Canberra to Universities: Be Our Commercialization Pillars

Australian universities will compete for funding under the first installment of the federal government’s research commercialization plan.

Universities have been asked to ask for A $ 50million (£ 27million) each to establish one of four “research and industry centers” championing breakthroughs in “critical national manufacturing priorities” in areas such as defense, space, clean energy, resources, food, drink and medical products.

The Trailblazer Universities initiative is the first program to emerge from a policy aimed at increasing commercial returns from university research – Education Minister Alan Tudge’s priority for the sector.

“Our universities are exceeding their weight in pure basic research, but are slow to transform research into revolutionary ideas, products and new enterprises,” said Mr.
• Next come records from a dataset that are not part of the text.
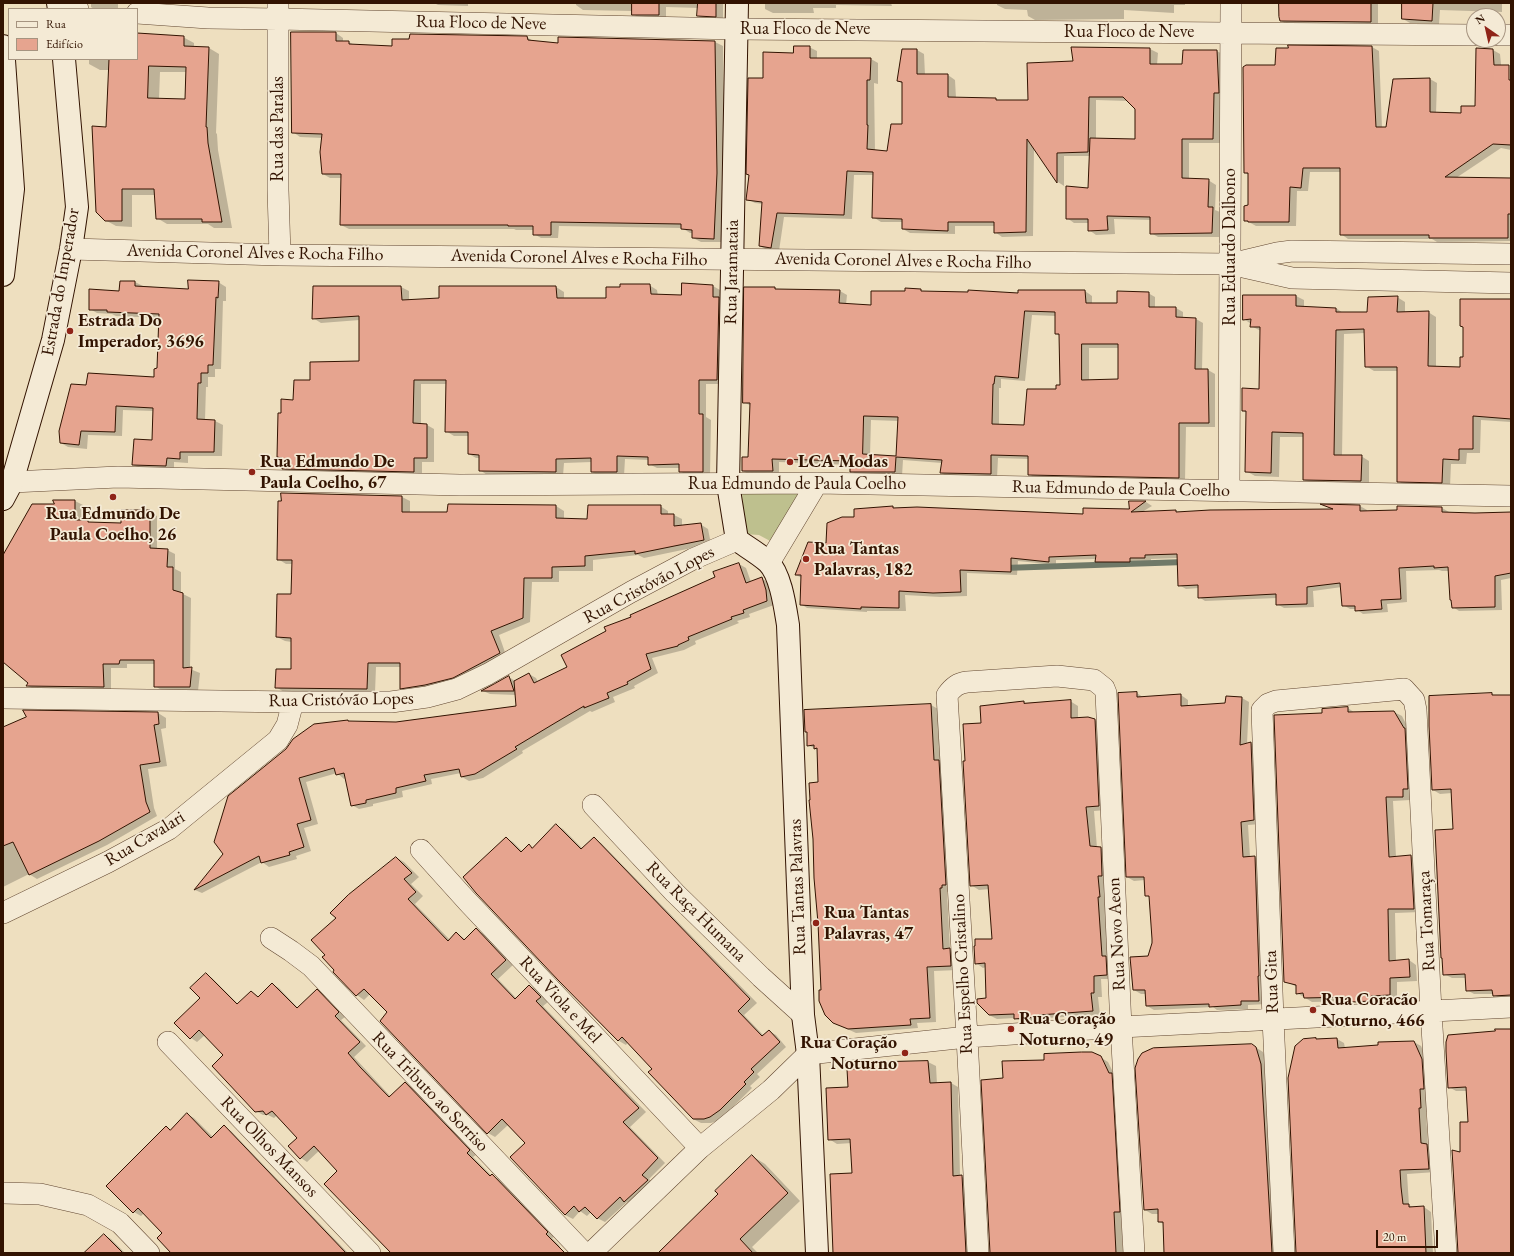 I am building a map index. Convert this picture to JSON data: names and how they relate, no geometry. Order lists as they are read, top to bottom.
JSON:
{
  "streets": {
    "street": [
      "Rua Floco de Neve",
      "Rua das Paralas",
      "Rua Eduardo Dalbono",
      "Avenida Coronel Alves e Rocha Filho",
      "Rua Jaramataia",
      "Estrada do Imperador",
      "Rua Edmundo de Paula Coelho",
      "Rua Cristóvão Lopes",
      "Rua Cavalari",
      "Rua Tantas Palavras",
      "Rua Raça Humana",
      "Rua Tomaraça",
      "Rua Novo Aeon",
      "Rua Espelho Cristalino",
      "Rua Gita",
      "Rua Viola e Mel",
      "Rua Tributo ao Sorriso",
      "Rua Olhos Mansos"
    ]
  },
  "crossings": [
    ["Rua Floco de Neve", "Rua das Paralas"],
    ["Rua Floco de Neve", "Rua Eduardo Dalbono"],
    ["Rua Floco de Neve", "Rua Jaramataia"],
    ["Rua das Paralas", "Avenida Coronel Alves e Rocha Filho"],
    ["Rua Eduardo Dalbono", "Avenida Coronel Alves e Rocha Filho"],
    ["Rua Eduardo Dalbono", "Rua Edmundo de Paula Coelho"],
    ["Avenida Coronel Alves e Rocha Filho", "Rua Jaramataia"],
    ["Avenida Coronel Alves e Rocha Filho", "Estrada do Imperador"],
    ["Rua Jaramataia", "Rua Edmundo de Paula Coelho"],
    ["Rua Jaramataia", "Rua Cristóvão Lopes"],
    ["Rua Jaramataia", "Rua Tantas Palavras"],
    ["Estrada do Imperador", "Rua Edmundo de Paula Coelho"],
    ["Rua Cristóvão Lopes", "Rua Cavalari"],
    ["Rua Cristóvão Lopes", "Rua Tantas Palavras"],
    ["Rua Tantas Palavras", "Rua Raça Humana"],
    ["Rua Tomaraça", "Rua Gita"],
    ["Rua Novo Aeon", "Rua Espelho Cristalino"]
  ],
  "places": [
    "Estrada Do Imperador, 3696",
    "LCA Modas",
    "Rua Edmundo De Paula Coelho, 67",
    "Rua Edmundo De Paula Coelho, 26",
    "Rua Tantas Palavras, 182",
    "Rua Tantas Palavras, 47",
    "Rua Coracão Noturno, 466",
    "Rua Coração Noturno, 49",
    "Rua Coração Noturno"
  ],
  "legend": ["Rua", "Edifício"],
  "scale_bar": "20 m",
  "north": "top left"
} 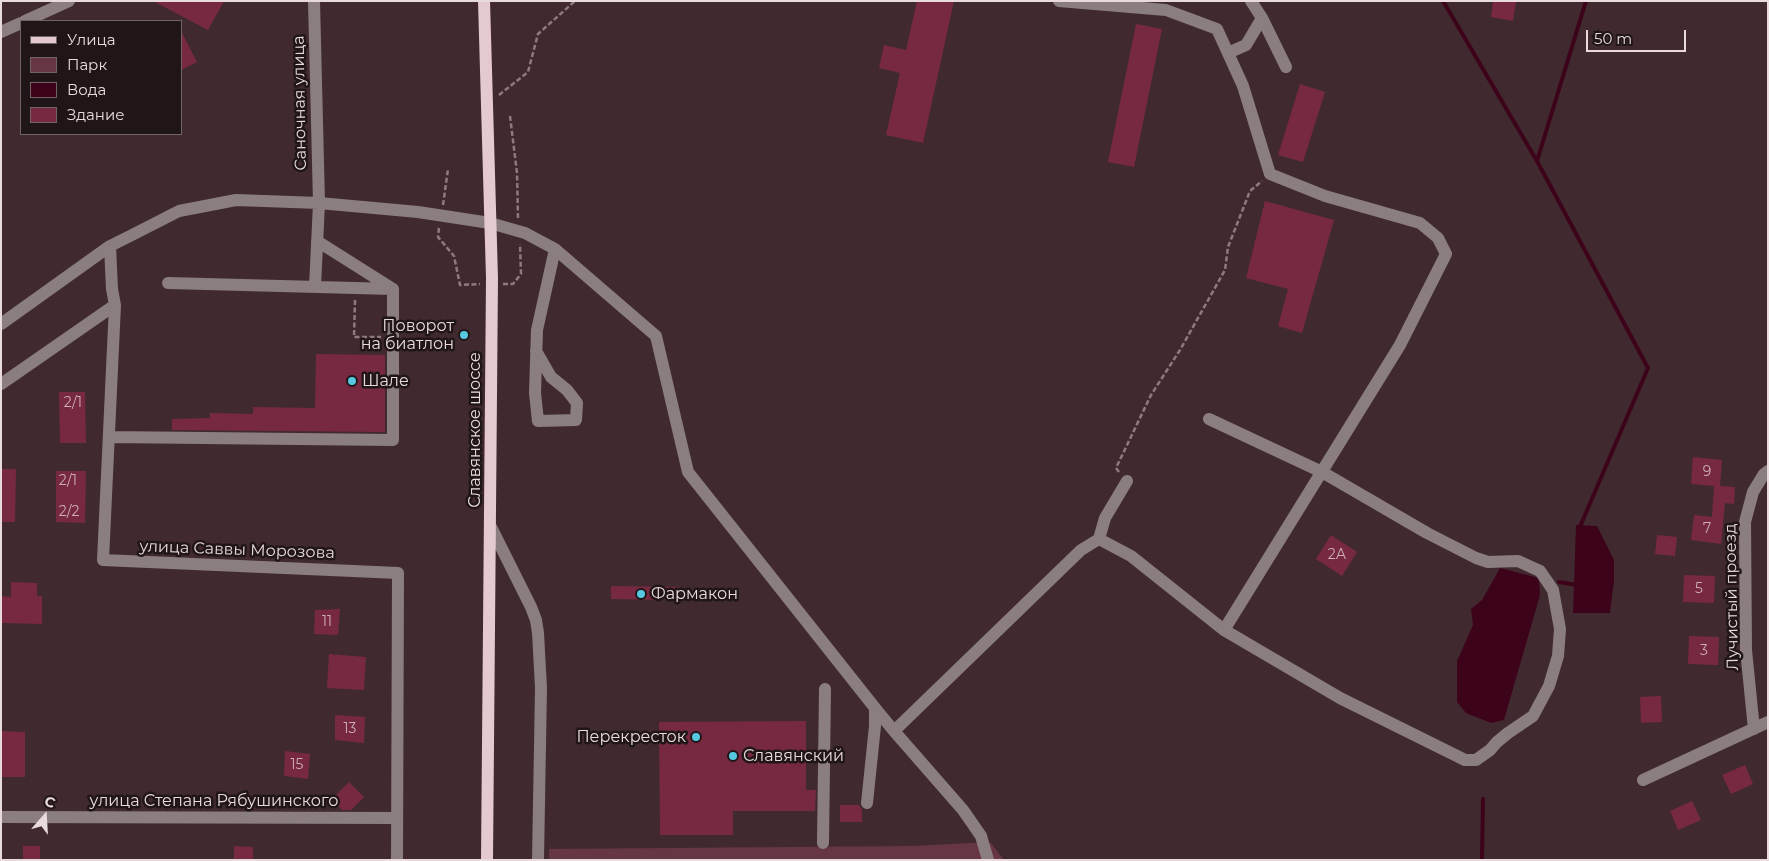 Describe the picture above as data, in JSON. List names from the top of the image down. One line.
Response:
{"streets":{"main road":["Славянское шоссе"],"street":["Саночная улица","улица Саввы Морозова","Лучистый проезд","улица Степана Рябушинского"]},"crossings":[["улица Саввы Морозова","улица Степана Рябушинского"]],"places":["Поворот на биатлон","Шале","Фармакон","Перекресток","Славянский"],"house_numbers":["2/1","9","2/1","2/2","7","2А","5","11","3","13","15"],"legend":["Улица","Парк","Вода","Здание"],"scale_bar":"50 m","north":"top"} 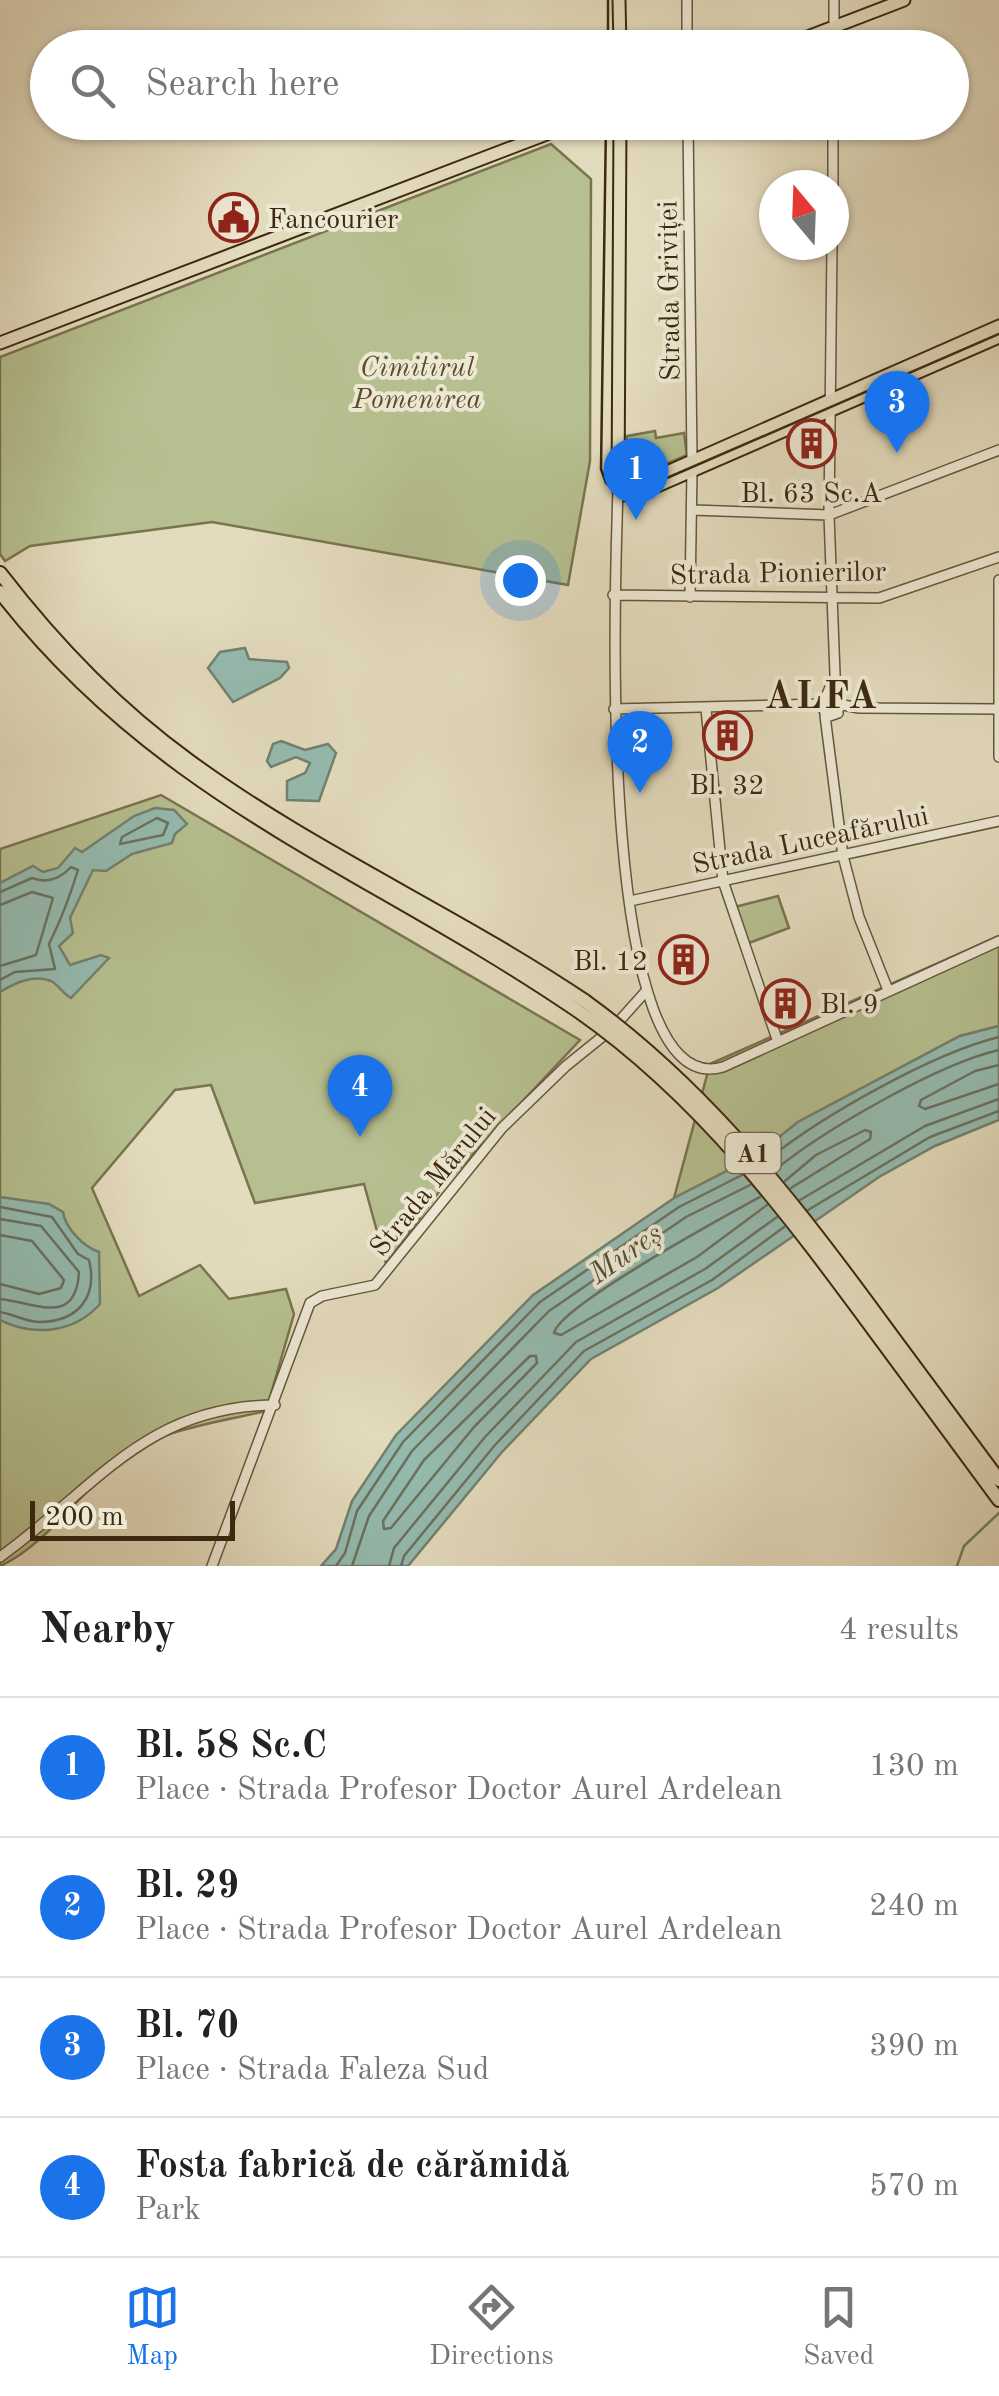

Tudge. “We want our universities to play a bigger role in our economy, working hand in hand with Australian businesses to develop the next generation of great Australian products and businesses.

“I’m calling for expressions of interest from universities who want to take research and convert it into business opportunities. “

Siemens Australia chief executive Jeff Connolly, who chairs the government’s task force on commercialization of research, said his recommendations were informed by a rigorous consultation process.

“This is the first in a series of complementary measures that will help create an environment that directs university research activities towards the goal of commercialization and national economic benefits,” said Mr. Connolly.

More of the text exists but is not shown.